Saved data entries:
=-=-=
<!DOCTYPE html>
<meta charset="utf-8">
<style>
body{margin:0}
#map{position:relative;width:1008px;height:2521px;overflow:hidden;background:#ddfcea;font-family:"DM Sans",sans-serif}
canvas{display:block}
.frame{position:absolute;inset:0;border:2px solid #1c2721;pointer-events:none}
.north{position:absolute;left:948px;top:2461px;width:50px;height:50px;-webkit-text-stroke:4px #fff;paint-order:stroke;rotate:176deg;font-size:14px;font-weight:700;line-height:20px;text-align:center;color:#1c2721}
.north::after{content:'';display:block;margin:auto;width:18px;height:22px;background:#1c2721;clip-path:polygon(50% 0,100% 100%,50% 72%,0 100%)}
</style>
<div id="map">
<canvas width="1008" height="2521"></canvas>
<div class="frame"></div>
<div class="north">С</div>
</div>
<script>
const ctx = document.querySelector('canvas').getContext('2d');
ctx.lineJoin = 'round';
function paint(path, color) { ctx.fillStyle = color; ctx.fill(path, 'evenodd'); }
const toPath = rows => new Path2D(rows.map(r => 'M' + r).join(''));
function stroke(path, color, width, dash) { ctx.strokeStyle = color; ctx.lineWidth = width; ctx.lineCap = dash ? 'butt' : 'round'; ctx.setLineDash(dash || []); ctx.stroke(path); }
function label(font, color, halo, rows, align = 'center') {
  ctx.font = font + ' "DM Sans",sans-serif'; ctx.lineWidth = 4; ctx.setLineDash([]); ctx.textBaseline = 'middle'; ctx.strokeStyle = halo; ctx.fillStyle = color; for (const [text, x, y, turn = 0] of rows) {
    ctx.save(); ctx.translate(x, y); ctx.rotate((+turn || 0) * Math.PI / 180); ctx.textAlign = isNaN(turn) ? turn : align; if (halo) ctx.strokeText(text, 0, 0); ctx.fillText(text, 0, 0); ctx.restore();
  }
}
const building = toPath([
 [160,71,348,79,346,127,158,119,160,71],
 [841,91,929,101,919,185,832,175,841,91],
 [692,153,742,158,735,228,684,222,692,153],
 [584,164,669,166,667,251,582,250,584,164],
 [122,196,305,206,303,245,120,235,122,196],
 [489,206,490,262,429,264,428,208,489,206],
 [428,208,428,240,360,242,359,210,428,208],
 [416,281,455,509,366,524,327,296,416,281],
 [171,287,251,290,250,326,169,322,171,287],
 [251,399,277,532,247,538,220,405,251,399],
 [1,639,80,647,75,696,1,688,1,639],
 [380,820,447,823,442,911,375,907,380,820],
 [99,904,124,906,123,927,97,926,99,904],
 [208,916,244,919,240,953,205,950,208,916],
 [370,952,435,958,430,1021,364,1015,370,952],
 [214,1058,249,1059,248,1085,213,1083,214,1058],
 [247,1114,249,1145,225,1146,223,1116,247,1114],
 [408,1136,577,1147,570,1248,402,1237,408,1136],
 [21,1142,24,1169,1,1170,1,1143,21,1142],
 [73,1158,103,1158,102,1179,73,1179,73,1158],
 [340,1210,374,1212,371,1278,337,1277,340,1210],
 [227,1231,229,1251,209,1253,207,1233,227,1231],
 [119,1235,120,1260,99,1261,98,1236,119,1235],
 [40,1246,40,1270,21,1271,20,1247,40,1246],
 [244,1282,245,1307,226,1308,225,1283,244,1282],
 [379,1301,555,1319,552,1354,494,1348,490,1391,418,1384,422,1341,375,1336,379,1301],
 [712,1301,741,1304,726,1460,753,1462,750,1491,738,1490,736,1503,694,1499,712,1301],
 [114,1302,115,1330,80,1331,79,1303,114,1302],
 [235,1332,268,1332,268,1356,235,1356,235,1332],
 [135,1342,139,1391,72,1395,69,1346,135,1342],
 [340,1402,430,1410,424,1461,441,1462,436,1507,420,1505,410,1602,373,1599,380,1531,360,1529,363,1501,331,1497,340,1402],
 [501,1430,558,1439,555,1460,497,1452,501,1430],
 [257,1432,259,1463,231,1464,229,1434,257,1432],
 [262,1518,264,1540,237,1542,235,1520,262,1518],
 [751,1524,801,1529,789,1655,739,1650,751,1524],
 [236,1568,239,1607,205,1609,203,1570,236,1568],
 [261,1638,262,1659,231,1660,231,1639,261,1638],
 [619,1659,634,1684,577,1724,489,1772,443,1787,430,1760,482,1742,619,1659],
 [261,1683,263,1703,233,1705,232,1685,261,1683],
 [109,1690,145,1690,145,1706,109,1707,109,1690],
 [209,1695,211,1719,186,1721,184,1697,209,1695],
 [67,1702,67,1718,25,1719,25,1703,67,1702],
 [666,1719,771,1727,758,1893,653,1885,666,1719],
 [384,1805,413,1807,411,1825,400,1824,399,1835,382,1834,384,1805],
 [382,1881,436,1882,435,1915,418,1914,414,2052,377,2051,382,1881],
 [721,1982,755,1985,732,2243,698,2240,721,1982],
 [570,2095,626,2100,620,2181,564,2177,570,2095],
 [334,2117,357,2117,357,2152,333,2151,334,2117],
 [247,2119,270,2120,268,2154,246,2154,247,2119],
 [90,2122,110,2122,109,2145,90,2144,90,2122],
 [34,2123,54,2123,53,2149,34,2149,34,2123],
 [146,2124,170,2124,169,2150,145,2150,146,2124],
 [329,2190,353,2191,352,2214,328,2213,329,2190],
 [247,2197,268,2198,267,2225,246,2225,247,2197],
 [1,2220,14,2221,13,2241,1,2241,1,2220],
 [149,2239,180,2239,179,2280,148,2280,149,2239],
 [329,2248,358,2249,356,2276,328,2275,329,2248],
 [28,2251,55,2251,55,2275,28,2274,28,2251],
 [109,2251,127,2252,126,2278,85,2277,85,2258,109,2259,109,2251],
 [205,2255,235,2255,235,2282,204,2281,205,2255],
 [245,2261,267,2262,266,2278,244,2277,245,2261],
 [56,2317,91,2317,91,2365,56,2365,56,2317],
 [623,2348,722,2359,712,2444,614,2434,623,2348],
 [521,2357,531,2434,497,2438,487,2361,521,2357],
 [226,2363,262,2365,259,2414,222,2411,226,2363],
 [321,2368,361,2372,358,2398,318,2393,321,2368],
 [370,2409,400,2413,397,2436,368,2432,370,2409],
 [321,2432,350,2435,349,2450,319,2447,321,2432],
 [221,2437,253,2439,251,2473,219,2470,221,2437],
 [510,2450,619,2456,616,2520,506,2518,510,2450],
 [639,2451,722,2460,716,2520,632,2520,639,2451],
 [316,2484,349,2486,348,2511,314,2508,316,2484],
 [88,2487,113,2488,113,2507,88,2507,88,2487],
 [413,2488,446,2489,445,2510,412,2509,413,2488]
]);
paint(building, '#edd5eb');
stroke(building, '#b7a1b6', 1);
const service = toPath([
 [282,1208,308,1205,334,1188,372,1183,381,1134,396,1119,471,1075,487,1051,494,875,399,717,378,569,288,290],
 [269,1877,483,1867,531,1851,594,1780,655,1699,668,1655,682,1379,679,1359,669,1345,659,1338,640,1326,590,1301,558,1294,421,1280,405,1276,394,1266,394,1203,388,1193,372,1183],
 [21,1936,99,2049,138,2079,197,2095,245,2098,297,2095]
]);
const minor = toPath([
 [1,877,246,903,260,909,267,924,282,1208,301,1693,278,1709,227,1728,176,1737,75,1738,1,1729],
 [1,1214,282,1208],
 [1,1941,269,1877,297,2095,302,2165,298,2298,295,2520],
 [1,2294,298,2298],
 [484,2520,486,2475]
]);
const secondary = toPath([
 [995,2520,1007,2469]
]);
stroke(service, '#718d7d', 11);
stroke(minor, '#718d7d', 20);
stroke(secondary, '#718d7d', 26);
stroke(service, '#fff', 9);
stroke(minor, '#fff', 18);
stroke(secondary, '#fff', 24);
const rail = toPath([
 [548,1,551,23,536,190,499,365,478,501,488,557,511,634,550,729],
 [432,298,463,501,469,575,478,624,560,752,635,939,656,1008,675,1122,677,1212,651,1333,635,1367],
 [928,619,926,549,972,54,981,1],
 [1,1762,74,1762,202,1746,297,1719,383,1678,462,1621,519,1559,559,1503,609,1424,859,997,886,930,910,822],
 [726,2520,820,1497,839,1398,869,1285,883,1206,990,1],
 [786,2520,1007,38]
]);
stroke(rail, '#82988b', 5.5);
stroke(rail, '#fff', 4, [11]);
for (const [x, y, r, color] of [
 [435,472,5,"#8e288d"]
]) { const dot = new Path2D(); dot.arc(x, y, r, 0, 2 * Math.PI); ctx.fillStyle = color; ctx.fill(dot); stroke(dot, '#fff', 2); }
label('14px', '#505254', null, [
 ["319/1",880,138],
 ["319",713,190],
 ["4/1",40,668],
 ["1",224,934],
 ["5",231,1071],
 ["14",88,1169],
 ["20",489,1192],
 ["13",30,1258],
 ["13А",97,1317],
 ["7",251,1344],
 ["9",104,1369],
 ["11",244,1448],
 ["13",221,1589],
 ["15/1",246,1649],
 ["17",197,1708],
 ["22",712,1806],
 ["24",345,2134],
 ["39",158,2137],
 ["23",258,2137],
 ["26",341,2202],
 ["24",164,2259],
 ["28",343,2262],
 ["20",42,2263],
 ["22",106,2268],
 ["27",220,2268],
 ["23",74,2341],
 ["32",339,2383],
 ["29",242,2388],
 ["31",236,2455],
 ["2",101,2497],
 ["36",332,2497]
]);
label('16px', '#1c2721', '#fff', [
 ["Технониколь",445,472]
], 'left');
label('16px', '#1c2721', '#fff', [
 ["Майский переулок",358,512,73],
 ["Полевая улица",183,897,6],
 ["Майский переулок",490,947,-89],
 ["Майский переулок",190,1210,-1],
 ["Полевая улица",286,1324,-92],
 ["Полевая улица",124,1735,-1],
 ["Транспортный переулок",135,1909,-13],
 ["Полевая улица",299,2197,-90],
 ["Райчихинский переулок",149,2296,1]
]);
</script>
=-=-=
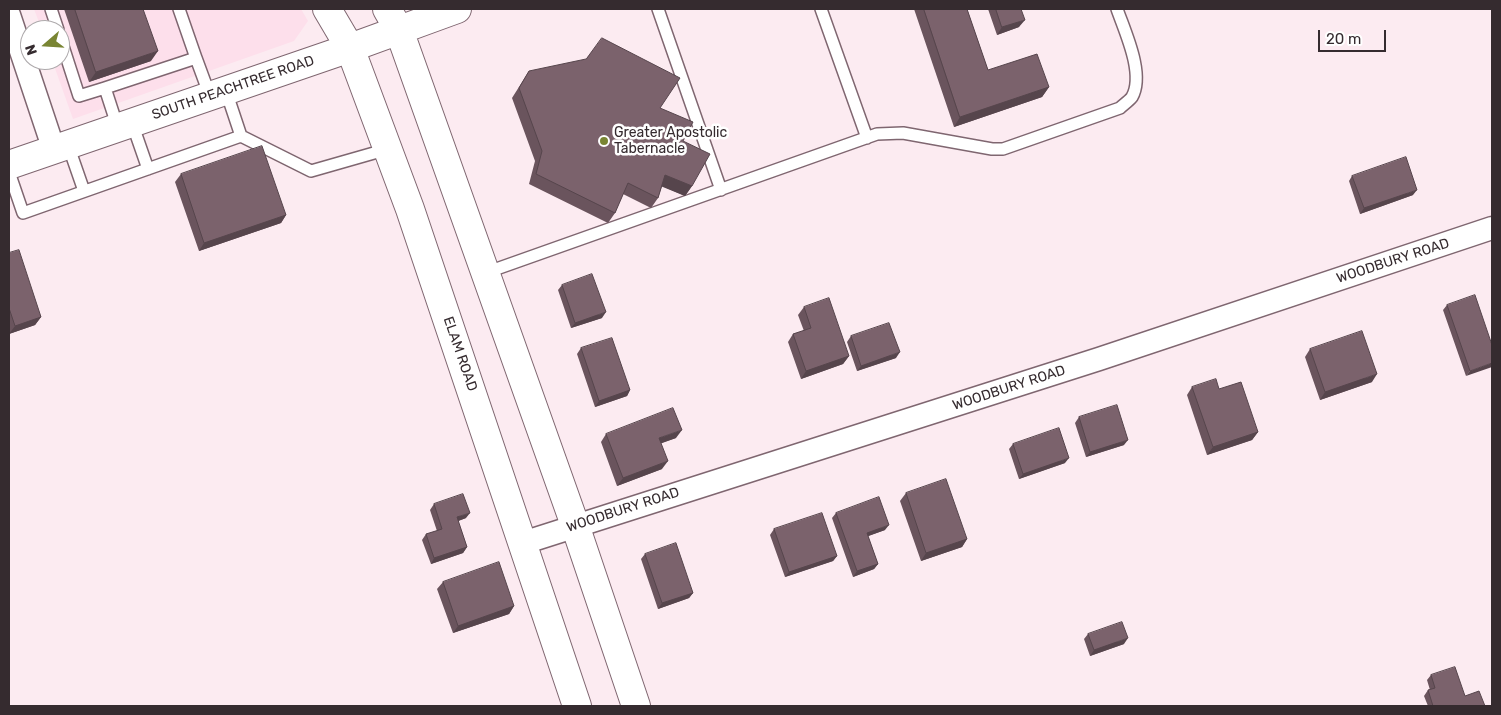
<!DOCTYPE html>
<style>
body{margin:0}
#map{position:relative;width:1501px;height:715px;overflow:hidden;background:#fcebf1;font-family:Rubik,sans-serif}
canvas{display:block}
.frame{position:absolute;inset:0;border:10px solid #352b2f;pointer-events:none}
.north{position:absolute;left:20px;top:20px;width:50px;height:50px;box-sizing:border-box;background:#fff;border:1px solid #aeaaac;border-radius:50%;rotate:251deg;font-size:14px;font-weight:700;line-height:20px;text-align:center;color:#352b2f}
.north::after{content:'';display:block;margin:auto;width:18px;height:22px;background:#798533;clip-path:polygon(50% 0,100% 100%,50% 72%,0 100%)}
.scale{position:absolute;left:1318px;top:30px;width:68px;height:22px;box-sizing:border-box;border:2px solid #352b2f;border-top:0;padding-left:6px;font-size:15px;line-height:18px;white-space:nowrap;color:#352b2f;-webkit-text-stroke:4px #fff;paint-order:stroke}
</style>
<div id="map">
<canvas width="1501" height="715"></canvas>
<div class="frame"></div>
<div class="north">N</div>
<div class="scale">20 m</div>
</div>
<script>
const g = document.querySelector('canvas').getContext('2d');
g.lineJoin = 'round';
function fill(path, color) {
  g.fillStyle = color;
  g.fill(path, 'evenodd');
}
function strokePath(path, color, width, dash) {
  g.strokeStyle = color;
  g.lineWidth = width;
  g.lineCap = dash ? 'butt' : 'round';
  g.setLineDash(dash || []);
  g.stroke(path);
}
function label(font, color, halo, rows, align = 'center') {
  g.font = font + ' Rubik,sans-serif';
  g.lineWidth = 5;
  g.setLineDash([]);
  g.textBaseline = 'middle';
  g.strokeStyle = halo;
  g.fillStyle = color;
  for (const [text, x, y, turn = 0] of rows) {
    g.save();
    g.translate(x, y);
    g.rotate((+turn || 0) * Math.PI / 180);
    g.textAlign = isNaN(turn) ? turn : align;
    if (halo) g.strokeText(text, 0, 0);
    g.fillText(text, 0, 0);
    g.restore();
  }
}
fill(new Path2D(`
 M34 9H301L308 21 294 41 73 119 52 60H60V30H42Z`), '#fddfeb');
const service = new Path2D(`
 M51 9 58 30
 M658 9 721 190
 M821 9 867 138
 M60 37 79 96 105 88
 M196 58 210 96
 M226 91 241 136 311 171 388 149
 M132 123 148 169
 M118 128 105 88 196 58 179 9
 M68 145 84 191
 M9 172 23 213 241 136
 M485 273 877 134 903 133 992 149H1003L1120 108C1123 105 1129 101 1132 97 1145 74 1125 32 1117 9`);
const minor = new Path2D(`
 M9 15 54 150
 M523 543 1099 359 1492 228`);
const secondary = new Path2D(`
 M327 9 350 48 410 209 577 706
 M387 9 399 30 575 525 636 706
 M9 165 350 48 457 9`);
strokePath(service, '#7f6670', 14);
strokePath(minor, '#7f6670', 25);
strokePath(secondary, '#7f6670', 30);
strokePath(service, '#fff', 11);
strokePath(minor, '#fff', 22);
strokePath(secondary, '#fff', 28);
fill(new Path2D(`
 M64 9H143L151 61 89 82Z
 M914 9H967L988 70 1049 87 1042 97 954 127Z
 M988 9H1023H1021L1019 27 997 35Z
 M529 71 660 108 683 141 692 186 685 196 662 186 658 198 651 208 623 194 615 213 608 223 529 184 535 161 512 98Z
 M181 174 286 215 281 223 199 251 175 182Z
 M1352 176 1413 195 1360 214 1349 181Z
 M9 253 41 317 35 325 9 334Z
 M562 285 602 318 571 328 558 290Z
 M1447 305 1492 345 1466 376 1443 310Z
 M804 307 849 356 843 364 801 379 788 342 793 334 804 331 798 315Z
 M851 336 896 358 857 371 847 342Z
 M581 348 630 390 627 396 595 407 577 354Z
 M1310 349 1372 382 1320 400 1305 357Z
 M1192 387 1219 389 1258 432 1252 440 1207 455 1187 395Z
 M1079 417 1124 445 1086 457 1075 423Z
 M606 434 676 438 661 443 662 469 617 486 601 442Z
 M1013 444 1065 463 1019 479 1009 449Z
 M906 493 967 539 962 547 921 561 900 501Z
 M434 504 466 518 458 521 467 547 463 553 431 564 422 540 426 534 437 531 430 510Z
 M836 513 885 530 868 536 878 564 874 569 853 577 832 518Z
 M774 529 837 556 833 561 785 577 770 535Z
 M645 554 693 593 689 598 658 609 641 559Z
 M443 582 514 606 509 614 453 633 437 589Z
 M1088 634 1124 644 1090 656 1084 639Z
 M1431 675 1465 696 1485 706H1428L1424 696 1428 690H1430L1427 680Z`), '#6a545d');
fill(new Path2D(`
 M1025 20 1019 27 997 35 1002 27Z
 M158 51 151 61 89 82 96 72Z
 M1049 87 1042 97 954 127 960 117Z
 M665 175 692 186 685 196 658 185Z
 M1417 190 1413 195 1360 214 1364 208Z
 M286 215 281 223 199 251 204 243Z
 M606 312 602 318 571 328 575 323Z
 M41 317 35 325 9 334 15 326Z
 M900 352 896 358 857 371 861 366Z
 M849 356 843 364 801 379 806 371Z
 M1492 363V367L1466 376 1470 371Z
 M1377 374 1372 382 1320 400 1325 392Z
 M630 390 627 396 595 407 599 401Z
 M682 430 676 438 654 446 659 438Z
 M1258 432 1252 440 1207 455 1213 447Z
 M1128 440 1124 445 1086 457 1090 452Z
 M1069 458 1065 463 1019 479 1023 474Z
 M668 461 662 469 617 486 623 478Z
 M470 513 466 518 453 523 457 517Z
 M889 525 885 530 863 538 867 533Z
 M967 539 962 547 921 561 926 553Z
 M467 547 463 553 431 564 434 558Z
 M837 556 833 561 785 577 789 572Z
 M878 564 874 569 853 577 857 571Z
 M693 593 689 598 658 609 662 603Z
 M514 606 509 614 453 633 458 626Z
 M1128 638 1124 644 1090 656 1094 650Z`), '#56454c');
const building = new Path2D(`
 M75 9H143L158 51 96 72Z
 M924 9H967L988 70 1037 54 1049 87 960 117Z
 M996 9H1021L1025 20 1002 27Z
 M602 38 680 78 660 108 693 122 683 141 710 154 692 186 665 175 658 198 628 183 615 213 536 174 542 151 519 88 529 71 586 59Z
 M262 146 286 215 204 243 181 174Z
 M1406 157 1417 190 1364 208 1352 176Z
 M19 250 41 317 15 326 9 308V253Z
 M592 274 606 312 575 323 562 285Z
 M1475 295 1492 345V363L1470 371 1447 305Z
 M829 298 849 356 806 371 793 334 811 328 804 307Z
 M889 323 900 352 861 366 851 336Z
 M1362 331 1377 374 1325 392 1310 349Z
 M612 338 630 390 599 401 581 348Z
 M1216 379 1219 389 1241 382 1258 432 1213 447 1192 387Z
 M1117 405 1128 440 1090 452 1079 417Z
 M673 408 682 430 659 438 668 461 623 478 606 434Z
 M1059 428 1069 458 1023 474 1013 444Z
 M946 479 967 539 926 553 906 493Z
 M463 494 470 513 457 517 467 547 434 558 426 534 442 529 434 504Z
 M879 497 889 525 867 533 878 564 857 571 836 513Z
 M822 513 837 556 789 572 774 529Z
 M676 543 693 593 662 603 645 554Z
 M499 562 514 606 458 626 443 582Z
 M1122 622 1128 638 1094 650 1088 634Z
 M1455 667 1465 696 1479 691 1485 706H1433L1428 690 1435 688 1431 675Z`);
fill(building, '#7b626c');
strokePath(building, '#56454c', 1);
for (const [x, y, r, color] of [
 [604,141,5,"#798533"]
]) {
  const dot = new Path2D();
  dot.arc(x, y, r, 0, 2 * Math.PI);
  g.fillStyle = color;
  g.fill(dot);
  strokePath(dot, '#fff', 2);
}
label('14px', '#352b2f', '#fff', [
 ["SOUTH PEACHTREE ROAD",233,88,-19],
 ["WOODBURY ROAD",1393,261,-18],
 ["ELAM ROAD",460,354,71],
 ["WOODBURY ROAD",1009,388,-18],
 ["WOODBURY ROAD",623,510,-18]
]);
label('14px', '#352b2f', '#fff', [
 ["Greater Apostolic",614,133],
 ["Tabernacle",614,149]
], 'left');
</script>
=-=-=
The problem: When the line with "M1117 405 1128 440 1090 452 1079 417Z" is reached in the data above, start copying there, and copy each line exactly until the line with "strokePath(dot, '#fff', 2);" has been copied; copy nothing else.

Result of the exercise:
 M1117 405 1128 440 1090 452 1079 417Z
 M673 408 682 430 659 438 668 461 623 478 606 434Z
 M1059 428 1069 458 1023 474 1013 444Z
 M946 479 967 539 926 553 906 493Z
 M463 494 470 513 457 517 467 547 434 558 426 534 442 529 434 504Z
 M879 497 889 525 867 533 878 564 857 571 836 513Z
 M822 513 837 556 789 572 774 529Z
 M676 543 693 593 662 603 645 554Z
 M499 562 514 606 458 626 443 582Z
 M1122 622 1128 638 1094 650 1088 634Z
 M1455 667 1465 696 1479 691 1485 706H1433L1428 690 1435 688 1431 675Z`);
fill(building, '#7b626c');
strokePath(building, '#56454c', 1);
for (const [x, y, r, color] of [
 [604,141,5,"#798533"]
]) {
  const dot = new Path2D();
  dot.arc(x, y, r, 0, 2 * Math.PI);
  g.fillStyle = color;
  g.fill(dot);
  strokePath(dot, '#fff', 2);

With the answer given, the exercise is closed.